La respuesta a tales interrogantes puede resultar obvia, y sin embargo para mucha gente en Uruguay la lectura no parece ser importante. Sin embargo, algo debe haber en los libros, como para que se insista tanto en ellos. ¿Dónde encontrar, si no es en los libros, ciertos pensamientos que permiten abrir la mente y el alma, entrever otros mundos y dimensiones posibles de lo humano? No hay ningún lugar, ningún discurso, ni tertulia ni catarata de tuits, ni programa de televisión o de radio, ni mesa de boliche ni universidad de la vida (como se le ha llamado a una suerte de formación autodidacta) capaz de sustituir a diez o veinte buenos libros.
Esto es así porque, entre otras virtudes, los libros han inmortalizado tiempos y espacios diversos, aventuras y experiencias tan variadas como sea posible imaginar, tipos humanos de hoy y de hace 2.600 años. Ninguna red social puede lograrlo. En todo caso las redes son insoportablemente predecibles. Se repiten a sí mismas, y su contenido (reducido a frases hechas, eslóganes y sentencias cargadas de estereotipos y de cursilerías redundantes) es tan pobre que dan ganas de llorar. La brevedad y la inmediatez son, además, la consigna de los tiempos virtuales y del éter.
¿Se podrán encontrar tales cosas en las películas y en las series que todo el mundo mira? Es difícil. Todo dependerá de la calidad del guion, del director y del elenco, pero en el mejor de los casos, una buena película sigue siendo una interpretación o una trasposición de sentido que no puede colmarse a través de la sola imagen. El libro es algo más que eso, y ese algo sigue siendo irreemplazable. No me refiero solamente al goce estético, sino a la posibilidad de enriquecer los procesos mentales y la propia experiencia del mundo. Se dice que hoy en día la gente no lee libros, puesto que los celulares, las tablets, los canales de streaming y las series acaparan todo su interés y tiempo libre.

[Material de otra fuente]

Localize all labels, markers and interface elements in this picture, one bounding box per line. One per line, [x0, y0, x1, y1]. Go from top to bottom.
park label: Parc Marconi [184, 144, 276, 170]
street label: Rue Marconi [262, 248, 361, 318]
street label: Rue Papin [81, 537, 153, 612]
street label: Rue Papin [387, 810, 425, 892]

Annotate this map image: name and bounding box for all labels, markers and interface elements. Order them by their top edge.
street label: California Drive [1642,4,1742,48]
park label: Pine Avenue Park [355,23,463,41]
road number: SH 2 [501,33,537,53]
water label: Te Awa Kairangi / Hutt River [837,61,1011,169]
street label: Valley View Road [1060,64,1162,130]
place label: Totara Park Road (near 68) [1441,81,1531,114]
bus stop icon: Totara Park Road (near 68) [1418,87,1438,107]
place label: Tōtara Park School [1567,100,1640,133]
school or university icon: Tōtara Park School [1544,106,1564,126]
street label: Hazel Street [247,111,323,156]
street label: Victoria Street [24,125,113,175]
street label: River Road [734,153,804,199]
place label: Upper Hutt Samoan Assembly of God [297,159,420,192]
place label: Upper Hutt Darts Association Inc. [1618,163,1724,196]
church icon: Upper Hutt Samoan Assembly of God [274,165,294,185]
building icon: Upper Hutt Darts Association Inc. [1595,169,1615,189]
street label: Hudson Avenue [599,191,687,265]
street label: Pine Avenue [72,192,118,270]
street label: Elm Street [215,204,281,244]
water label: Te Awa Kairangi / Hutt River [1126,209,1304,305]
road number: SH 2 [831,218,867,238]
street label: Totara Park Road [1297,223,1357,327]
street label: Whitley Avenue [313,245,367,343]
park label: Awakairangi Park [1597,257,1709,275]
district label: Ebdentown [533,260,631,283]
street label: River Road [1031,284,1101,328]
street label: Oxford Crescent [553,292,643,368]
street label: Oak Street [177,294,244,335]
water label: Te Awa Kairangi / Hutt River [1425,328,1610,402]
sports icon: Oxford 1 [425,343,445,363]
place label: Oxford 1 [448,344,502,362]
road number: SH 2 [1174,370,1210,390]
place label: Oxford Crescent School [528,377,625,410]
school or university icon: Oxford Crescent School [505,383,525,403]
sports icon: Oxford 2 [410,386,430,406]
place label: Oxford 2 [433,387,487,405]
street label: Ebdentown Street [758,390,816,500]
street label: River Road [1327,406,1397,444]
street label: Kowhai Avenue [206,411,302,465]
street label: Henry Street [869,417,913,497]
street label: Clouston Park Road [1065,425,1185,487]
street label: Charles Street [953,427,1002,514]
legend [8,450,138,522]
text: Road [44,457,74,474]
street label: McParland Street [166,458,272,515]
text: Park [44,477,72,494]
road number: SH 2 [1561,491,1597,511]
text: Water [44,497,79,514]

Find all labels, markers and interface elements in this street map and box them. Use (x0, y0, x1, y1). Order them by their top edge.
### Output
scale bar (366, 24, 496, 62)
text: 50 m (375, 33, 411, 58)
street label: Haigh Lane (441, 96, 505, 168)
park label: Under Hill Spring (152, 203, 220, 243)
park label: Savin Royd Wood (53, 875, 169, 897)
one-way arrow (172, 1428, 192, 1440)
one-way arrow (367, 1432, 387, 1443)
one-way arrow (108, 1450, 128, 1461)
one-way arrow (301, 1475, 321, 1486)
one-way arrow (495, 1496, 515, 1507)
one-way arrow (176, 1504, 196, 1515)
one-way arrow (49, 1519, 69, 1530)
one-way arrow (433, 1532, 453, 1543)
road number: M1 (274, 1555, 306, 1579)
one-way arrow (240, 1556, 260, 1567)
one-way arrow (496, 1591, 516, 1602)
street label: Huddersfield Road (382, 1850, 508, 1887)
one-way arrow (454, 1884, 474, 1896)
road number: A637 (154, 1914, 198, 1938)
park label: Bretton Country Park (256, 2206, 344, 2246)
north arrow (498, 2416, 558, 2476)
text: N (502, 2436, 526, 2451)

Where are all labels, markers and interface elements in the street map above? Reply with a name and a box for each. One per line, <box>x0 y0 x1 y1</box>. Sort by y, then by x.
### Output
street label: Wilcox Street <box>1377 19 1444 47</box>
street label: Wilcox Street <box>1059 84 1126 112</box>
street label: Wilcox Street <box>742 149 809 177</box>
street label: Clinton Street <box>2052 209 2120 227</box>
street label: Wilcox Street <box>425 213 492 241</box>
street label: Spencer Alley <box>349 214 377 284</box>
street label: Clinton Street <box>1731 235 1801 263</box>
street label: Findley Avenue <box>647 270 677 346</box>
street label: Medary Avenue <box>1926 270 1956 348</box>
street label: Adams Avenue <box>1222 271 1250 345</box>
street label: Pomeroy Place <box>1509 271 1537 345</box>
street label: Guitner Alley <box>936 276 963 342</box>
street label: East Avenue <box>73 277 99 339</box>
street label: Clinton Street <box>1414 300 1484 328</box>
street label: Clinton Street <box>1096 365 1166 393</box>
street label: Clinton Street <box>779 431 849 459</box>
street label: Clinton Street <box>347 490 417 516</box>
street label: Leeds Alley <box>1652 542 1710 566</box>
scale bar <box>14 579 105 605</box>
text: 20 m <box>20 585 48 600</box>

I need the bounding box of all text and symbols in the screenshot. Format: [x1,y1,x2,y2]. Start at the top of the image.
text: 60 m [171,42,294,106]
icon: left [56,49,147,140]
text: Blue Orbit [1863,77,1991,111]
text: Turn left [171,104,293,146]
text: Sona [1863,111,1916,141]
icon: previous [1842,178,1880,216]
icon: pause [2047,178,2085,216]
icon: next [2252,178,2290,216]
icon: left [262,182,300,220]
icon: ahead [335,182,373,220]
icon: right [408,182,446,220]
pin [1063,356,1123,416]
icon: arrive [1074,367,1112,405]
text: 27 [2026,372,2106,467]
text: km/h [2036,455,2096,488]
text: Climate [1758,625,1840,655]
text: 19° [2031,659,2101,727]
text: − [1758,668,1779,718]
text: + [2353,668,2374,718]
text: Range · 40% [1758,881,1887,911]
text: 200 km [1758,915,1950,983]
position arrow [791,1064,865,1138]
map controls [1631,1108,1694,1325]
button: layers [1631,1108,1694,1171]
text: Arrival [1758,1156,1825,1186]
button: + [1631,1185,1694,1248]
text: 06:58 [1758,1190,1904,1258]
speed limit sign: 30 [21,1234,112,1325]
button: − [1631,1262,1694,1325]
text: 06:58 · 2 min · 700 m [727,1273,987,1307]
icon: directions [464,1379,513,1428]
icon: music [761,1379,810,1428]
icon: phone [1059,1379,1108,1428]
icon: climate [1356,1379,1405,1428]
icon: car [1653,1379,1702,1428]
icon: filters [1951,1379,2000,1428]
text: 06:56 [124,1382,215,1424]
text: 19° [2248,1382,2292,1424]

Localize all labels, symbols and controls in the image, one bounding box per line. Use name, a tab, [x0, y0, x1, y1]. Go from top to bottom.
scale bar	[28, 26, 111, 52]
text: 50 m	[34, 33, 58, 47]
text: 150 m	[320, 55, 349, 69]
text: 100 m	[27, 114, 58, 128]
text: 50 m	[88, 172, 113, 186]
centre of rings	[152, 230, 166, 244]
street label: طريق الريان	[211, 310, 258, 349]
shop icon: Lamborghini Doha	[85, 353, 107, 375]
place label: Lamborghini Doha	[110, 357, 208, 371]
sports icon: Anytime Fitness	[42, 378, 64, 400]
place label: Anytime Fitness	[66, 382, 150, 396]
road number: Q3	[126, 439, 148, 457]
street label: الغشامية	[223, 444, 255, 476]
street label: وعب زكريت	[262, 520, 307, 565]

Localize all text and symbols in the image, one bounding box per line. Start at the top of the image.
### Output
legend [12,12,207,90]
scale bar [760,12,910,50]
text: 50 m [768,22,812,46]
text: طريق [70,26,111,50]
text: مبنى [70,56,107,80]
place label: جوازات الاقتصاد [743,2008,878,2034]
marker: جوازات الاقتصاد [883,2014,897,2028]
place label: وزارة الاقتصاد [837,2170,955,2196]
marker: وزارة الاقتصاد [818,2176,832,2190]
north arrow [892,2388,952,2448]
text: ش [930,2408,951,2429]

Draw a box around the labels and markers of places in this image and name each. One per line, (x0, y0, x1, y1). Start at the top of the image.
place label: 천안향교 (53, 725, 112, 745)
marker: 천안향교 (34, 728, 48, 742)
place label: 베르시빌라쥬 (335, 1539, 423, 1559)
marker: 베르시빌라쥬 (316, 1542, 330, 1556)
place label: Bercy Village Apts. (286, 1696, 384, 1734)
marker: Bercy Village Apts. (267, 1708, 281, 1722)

Sin embargo, ni unos ni otras son capaces de derrotar al libro, porque pertenecen por definición al mundo de lo efímero, lo volátil, lo superfluo, lo abrumadoramente mediocre y lo innecesario. Habría que ver si los libros son, por el contrario, lo que permanece, lo que enriquece, lo que se necesita de veras. Alguna prueba ya existe en tal sentido: ahí están Homero con su Ilíada y su Odisea, y Cervantes con Don Quijote de la Mancha, y nuestros grandes Borges, García Márquez, Cortázar, entre tantos otros que han acuñado para sus obras el difícil atributo de la inmortalidad. Pero no nos engañemos. Leer es una empresa ardua.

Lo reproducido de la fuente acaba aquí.